On Apr 21, 2017, at 4:43 AM, dave@evilcigi.eu wrote:
Hi everyone,
I'm running dovecot with quite a lot of users and lots of active imap connections (like 20'000). I'm using different user IDs for users, so I need to have imap {service_count=1} - i.e. I have a lots of imap processes running.
Everything works fine, until I reload dovecot configuration. When that happen, every client is forced to relogin in the same time and that causes a huge system load spike (2-3000 5 min load).
I was thinking that it would be great, if dovecot wouldn't kick all the users in the same time during reload, but somehow gradually, during specified interval. I'm aware of the shutdown_clients directive that could help, but I don't like it - I do want the clients get disconnected on dovecot shutdown and also I want them to relogin in reasonably short time after reload.

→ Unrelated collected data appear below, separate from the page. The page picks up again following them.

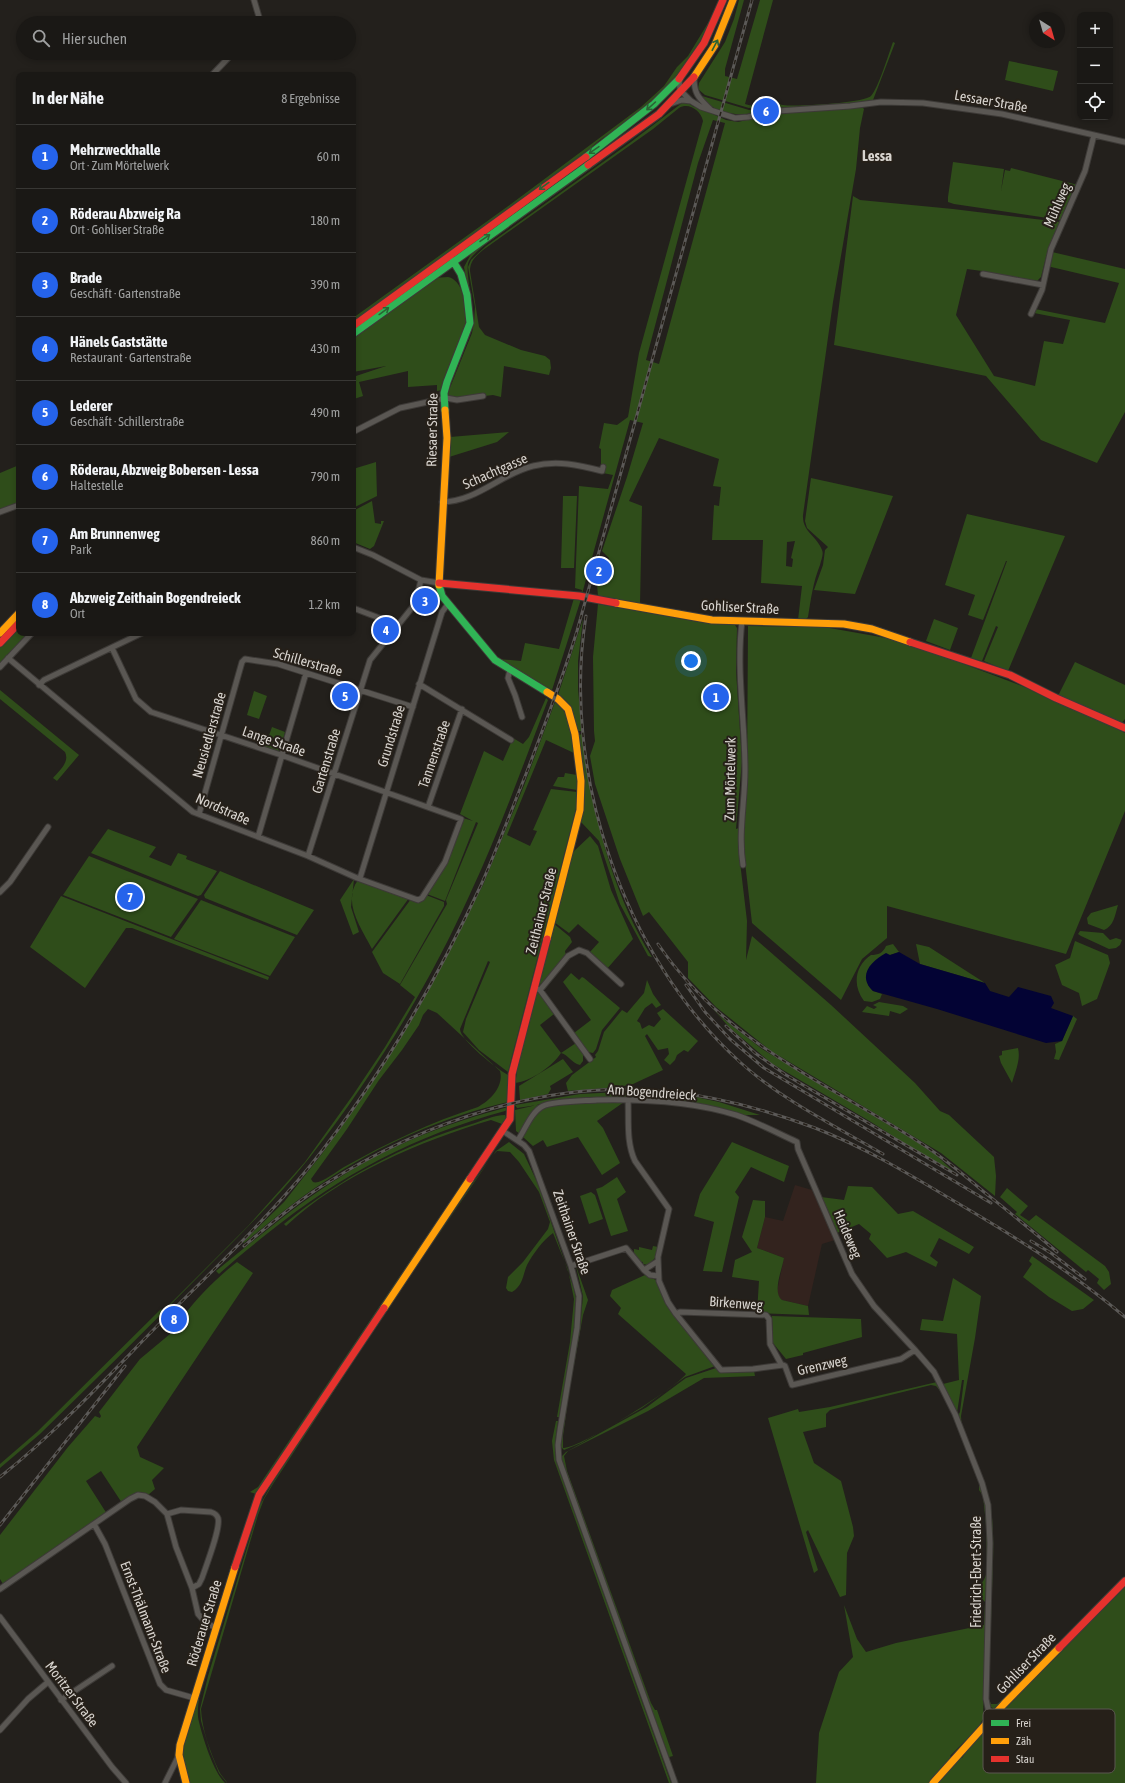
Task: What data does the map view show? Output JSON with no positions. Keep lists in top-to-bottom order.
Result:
{
  "streets": {
    "main road": [
      "Riesaer Straße",
      "Gohliser Straße",
      "Zeithainer Straße",
      "Röderauer Straße"
    ],
    "street": [
      "Lessaer Straße",
      "Mühlweg",
      "Schachtgasse",
      "Schillerstraße",
      "Neusiedlerstraße",
      "Grundstraße",
      "Lange Straße",
      "Tannenstraße",
      "Gartenstraße",
      "Zum Mörtelwerk",
      "Nordstraße",
      "Am Bogendreieck",
      "Heideweg",
      "Birkenweg",
      "Grenzweg",
      "Friedrich-Ebert-Straße",
      "Ernst-Thälmann-Straße",
      "Moritzer Straße"
    ]
  },
  "crossings": [
    ["Lessaer Straße", "Mühlweg"],
    ["Riesaer Straße", "Schachtgasse"],
    ["Riesaer Straße", "Gohliser Straße"],
    ["Gohliser Straße", "Zum Mörtelwerk"],
    ["Schillerstraße", "Neusiedlerstraße"],
    ["Schillerstraße", "Grundstraße"],
    ["Schillerstraße", "Gartenstraße"],
    ["Neusiedlerstraße", "Lange Straße"],
    ["Neusiedlerstraße", "Nordstraße"],
    ["Grundstraße", "Lange Straße"],
    ["Grundstraße", "Nordstraße"],
    ["Lange Straße", "Tannenstraße"],
    ["Lange Straße", "Gartenstraße"],
    ["Lange Straße", "Nordstraße"],
    ["Gartenstraße", "Nordstraße"],
    ["Zeithainer Straße", "Am Bogendreieck"],
    ["Zeithainer Straße", "Röderauer Straße"],
    ["Am Bogendreieck", "Heideweg"],
    ["Heideweg", "Friedrich-Ebert-Straße"],
    ["Birkenweg", "Grenzweg"],
    ["Grenzweg", "Friedrich-Ebert-Straße"],
    ["Ernst-Thälmann-Straße", "Röderauer Straße"]
  ],
  "districts": ["Lessa"],
  "legend": ["Frei", "Zäh", "Stau"],
  "north": "bottom right",
  "page": {
    "map_buttons": ["+", "−"],
    "search": "Hier suchen",
    "heading": ["In der Nähe", "8 Ergebnisse"],
    "pins": [
      "6",
      "2",
      "3",
      "4",
      "5",
      "1",
      "7",
      "8"
    ],
    "list": [
      {
        "mark": "1",
        "name": "Mehrzweckhalle",
        "note": "Ort · Zum Mörtelwerk",
        "value": "60 m"
      },
      {
        "mark": "2",
        "name": "Röderau Abzweig Ra",
        "note": "Ort · Gohliser Straße",
        "value": "180 m"
      },
      {
        "mark": "3",
        "name": "Brade",
        "note": "Geschäft · Gartenstraße",
        "value": "390 m"
      },
      {
        "mark": "4",
        "name": "Hänels Gaststätte",
        "note": "Restaurant · Gartenstraße",
        "value": "430 m"
      },
      {
        "mark": "5",
        "name": "Lederer",
        "note": "Geschäft · Schillerstraße",
        "value": "490 m"
      },
      {
        "mark": "6",
        "name": "Röderau, Abzweig Bobersen - Lessa",
        "note": "Haltestelle",
        "value": "790 m"
      },
      {
        "mark": "7",
        "name": "Am Brunnenweg",
        "note": "Park",
        "value": "860 m"
      },
      {
        "mark": "8",
        "name": "Abzweig Zeithain Bogendreieck",
        "note": "Ort",
        "value": "1.2 km"
      }
    ]
  }
}
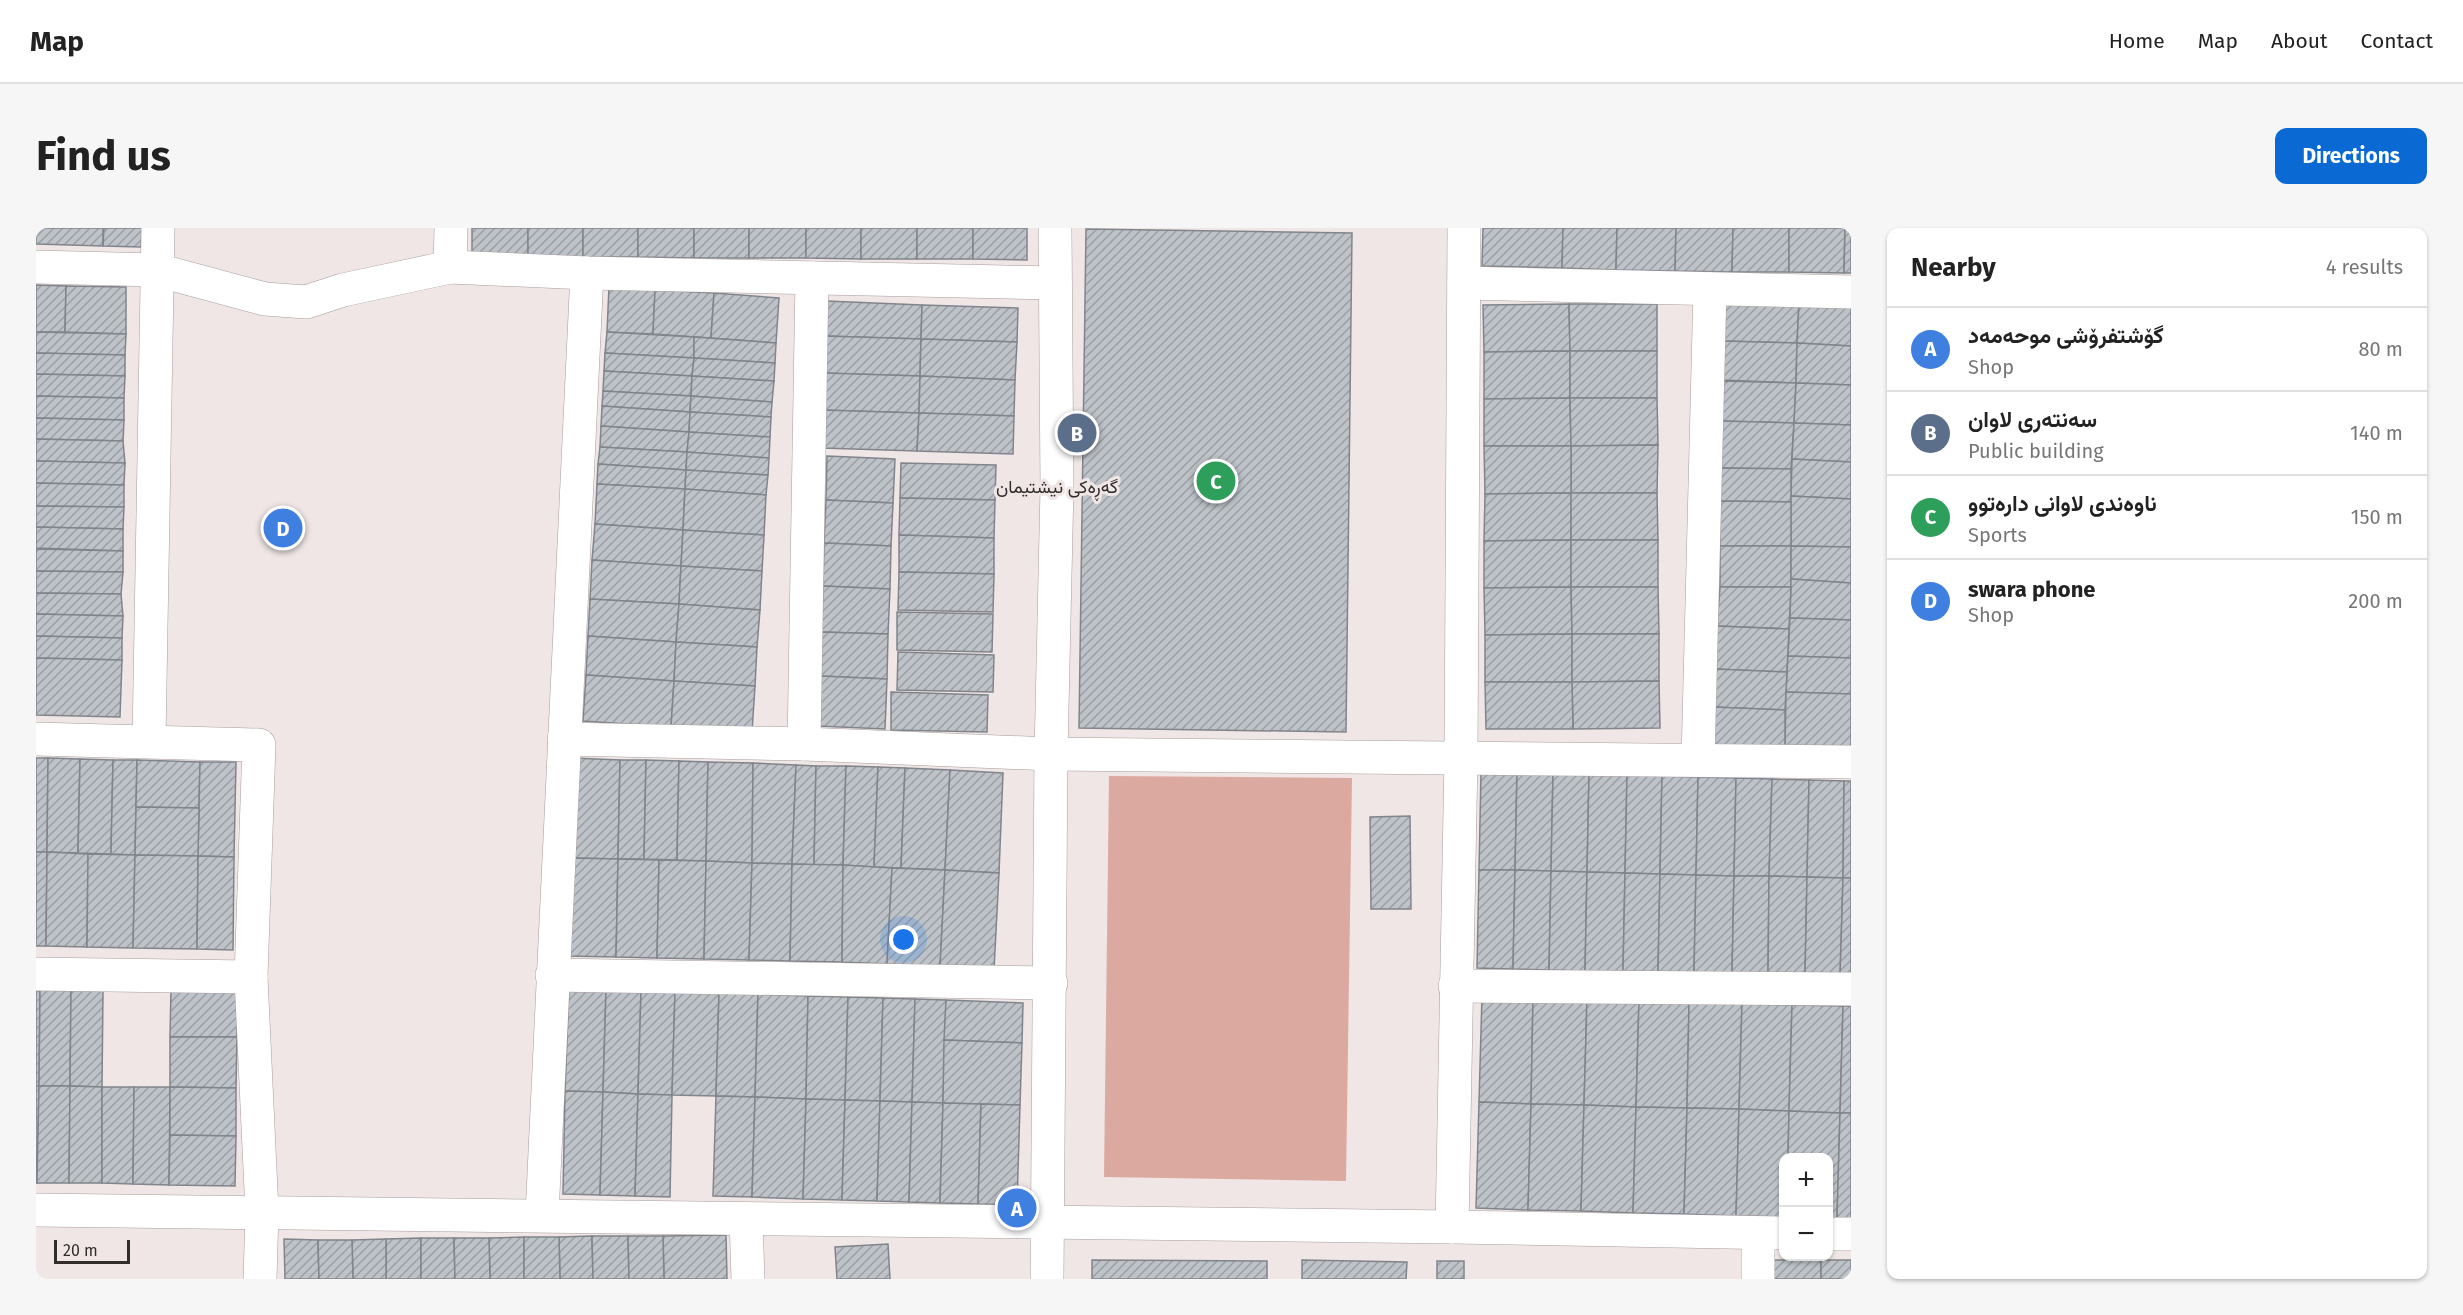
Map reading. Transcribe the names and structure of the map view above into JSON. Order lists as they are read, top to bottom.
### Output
{
  "districts": ["گەڕەکی نیشتیمان"],
  "scale_bar": "20 m",
  "page": {
    "header": "Map",
    "nav": [
      "Home",
      "Map",
      "About",
      "Contact"
    ],
    "buttons": "Directions",
    "title": "Find us",
    "heading": ["Nearby", "4 results"],
    "list": [
      {
        "mark": "A",
        "name": "گۆشتفرۆشی موحەمەد",
        "note": "Shop",
        "value": "80 m"
      },
      {
        "mark": "B",
        "name": "سەنتەری لاوان",
        "note": "Public building",
        "value": "140 m"
      },
      {
        "mark": "C",
        "name": "ناوەندی لاوانی دارەتوو",
        "note": "Sports",
        "value": "150 m"
      },
      {
        "mark": "D",
        "name": "swara phone",
        "note": "Shop",
        "value": "200 m"
      }
    ],
    "pins": [
      "B",
      "C",
      "D",
      "A"
    ],
    "map_buttons": ["+", "−"],
    "scale": "20 m"
  }
}
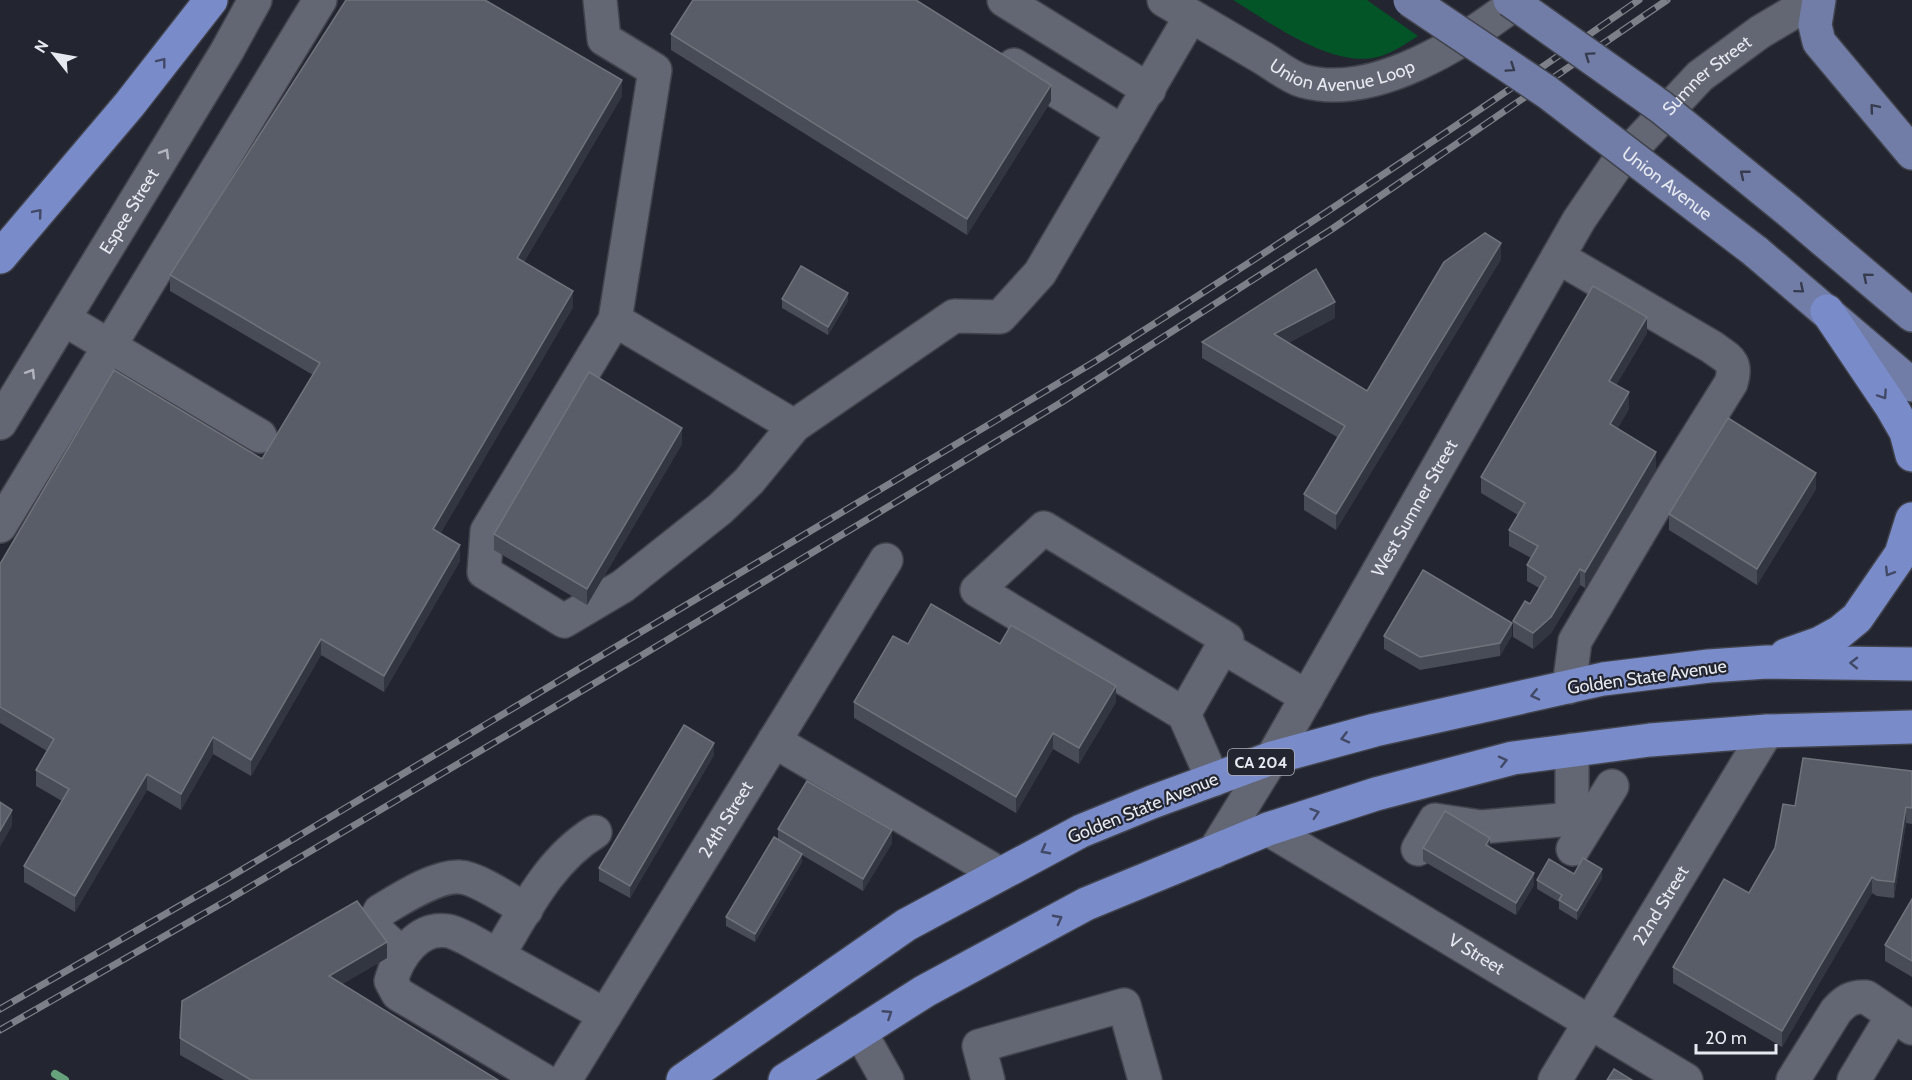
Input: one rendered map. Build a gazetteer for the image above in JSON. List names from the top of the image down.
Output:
{
  "streets": {
    "highway": ["Golden State Avenue", "CA 204"],
    "main road": ["Union Avenue"],
    "street": [
      "Union Avenue Loop",
      "Sumner Street",
      "Espee Street",
      "West Sumner Street",
      "24th Street",
      "22nd Street",
      "V Street"
    ]
  },
  "crossings": [
    ["Sumner Street", "West Sumner Street"],
    ["West Sumner Street", "Golden State Avenue"],
    ["22nd Street", "V Street"]
  ],
  "scale_bar": "20 m",
  "north": "top left"
}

You could run a Dovecot IMAP proxy in a Docker container on your server and run a separate Dovecot IMAP server in another container. Once both containers are up and running, enable the Dovecot IMAP proxy to start sending IMAP sessions to the IMAP server. When the time comes to change the Dovecot configuration, deploy another instance of Dovecot IMAP server with the new configuration. Once the new container is up and running, configure Dovecot IMAP proxy to direct a few specific test users to the new Dovecot IMAP server. When satisfied that the new server can handle new user sessions, configure Dovecot IMAP proxy to direct all new sessions to the new instance. After everything seems to be working fine for a period of time, start kicking users on the old Dovecot IMAP server off (at a comfortable pace) so they will reconnect to the new Dovecot IMAP server. When the old Dovecot IMAP server is no longer managing any sessions, it can be removed from the server (that is, the Docker container stopped and eventually removed completely).
Since all containers are running on the same host server, the old and new Dovecot containers will be configured to access the same Dovecot mail storage by mounting the host storage to both containers.
I think Docker containers are the easiest way to manage Dovecot in production.